Pasar el día en bragas, din ducharme, sin sujetador, sólo con una camiseta blanca ancha de andar por casa y el pelo recogido.
Bajo las persianas para que no se cuele el calor que aún hace en septiembre, aquí en Madrid, y vuelvo a poner las series de mi niñez; Pepper Ann, La Banda del Patio
Vuelvo a sentirme como una niña, como cuando olía a lavanda fresca por casa, y mi madre me bañaba y me daba un tazón de leche fresca con cereales de chocolate, para merendar.
Cuando no sabía ni cómo se escribía ni lo que significaba mi oficio; cuando ignoraba el concepto ‘llegar a fin de mes’; cuando no conocía aún el olor a sudor de un hombre cebándose con mi cuerpo, ni nadie aún me había llamado por esa palabra de cuatro letras…

Pero, oye, no voy a ponerme triste. Hoy no.
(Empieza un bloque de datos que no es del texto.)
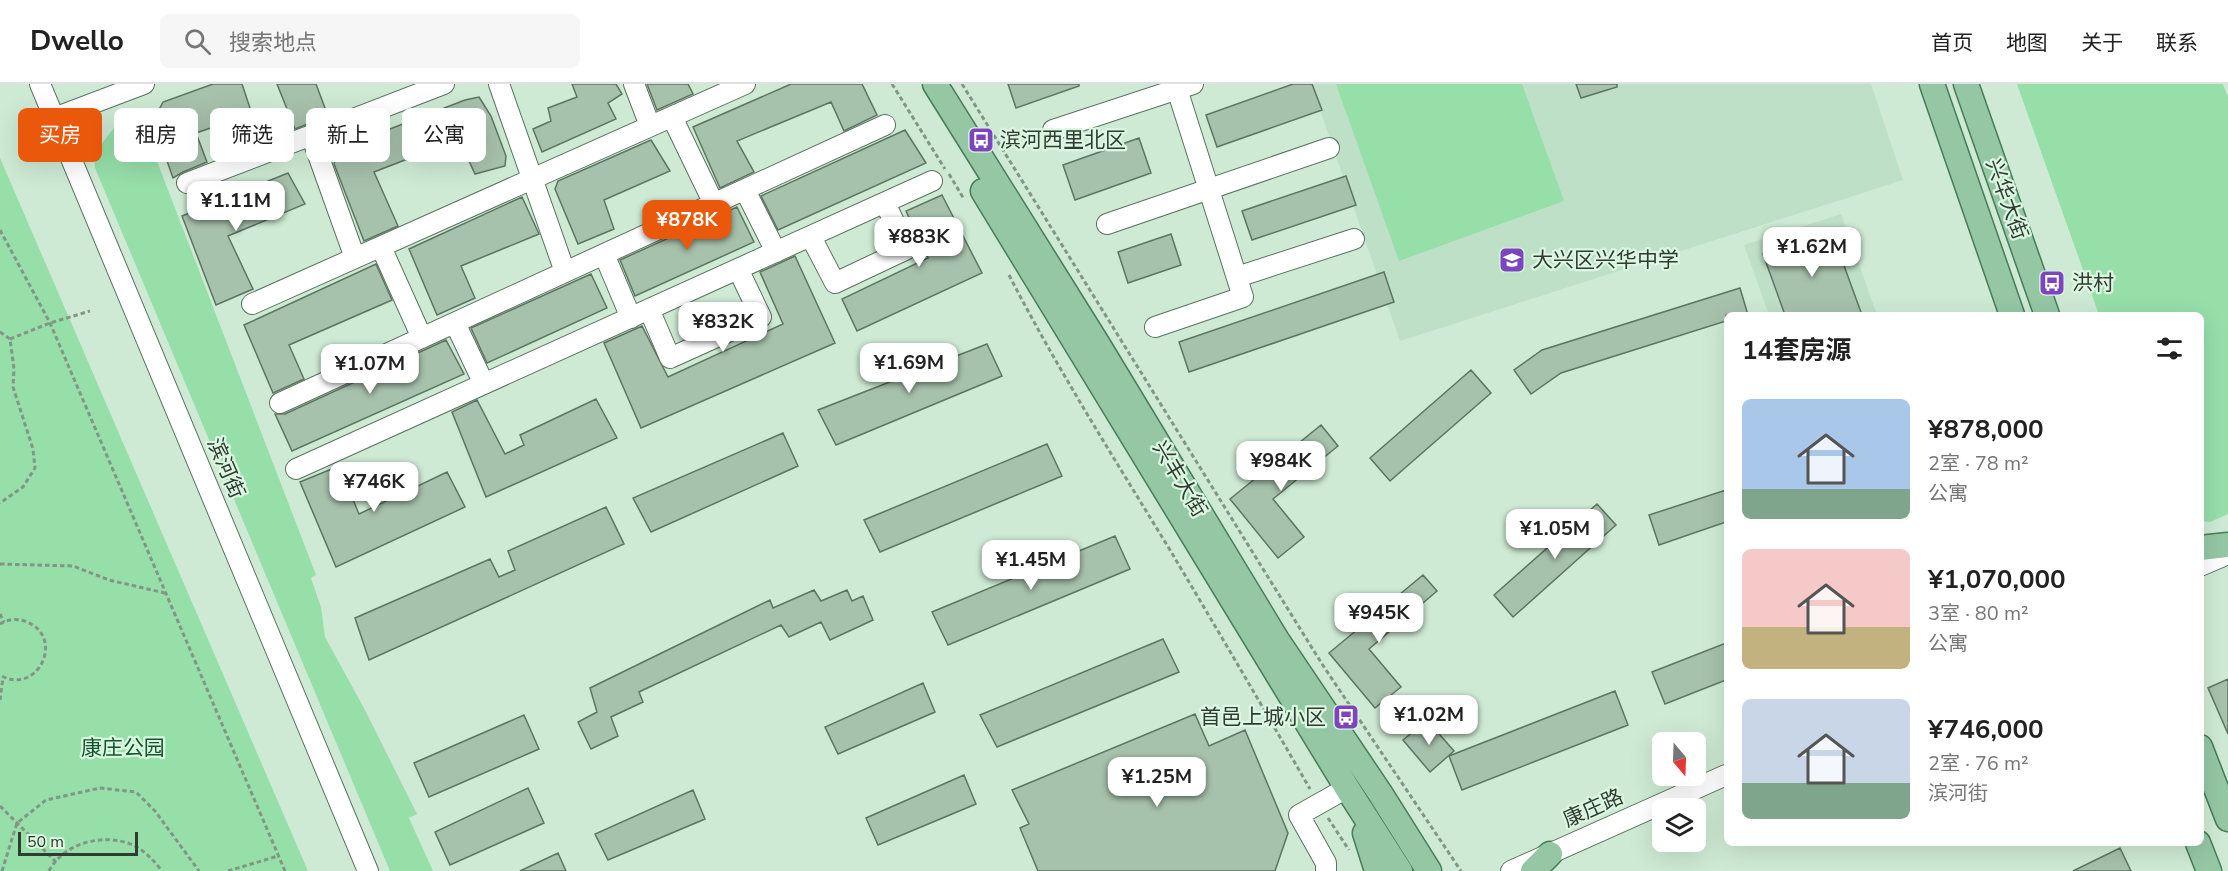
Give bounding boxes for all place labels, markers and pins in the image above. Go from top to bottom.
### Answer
bus stop icon: 滨河西里北区 [966,125,996,155]
place label: 滨河西里北区 [1000,126,1126,154]
pin: ¥1.11M [187,181,285,232]
pin: ¥878K [645,200,729,251]
pin: ¥883K [877,217,961,268]
pin: ¥1.62M [1763,227,1861,278]
school or university icon: 大兴区兴华中学 [1497,245,1527,275]
place label: 大兴区兴华中学 [1532,246,1679,274]
bus stop icon: 洪村 [2037,268,2067,298]
place label: 洪村 [2072,269,2114,297]
pin: ¥832K [681,302,765,353]
pin: ¥1.69M [860,343,958,394]
pin: ¥1.07M [321,344,419,395]
pin: ¥984K [1239,441,1323,492]
pin: ¥746K [332,462,416,513]
pin: ¥1.05M [1506,509,1604,560]
pin: ¥1.45M [982,540,1080,591]
pin: ¥945K [1337,593,1421,644]
pin: ¥1.02M [1380,695,1478,746]
bus stop icon: 首邑上城小区 [1331,702,1361,732]
place label: 首邑上城小区 [1200,703,1326,731]
pin: ¥1.25M [1108,757,1206,808]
Es la primera vez en mucho tiempo que no tengo que trabajar un sábado; la primera vez en mucho tiempo que vuelvo a sentirme limpia… inocente.
Así que, señores, voy a dar buena cuenta de mi tazón de cereales con leche, a seguir viendo a TJ y a Spinelli y a echar unas gotitas de esencia de lavanda en el salón. Y, mamá, dondequiera que estés, te echo de menos. Cómo me gustaría que estuviese aquí.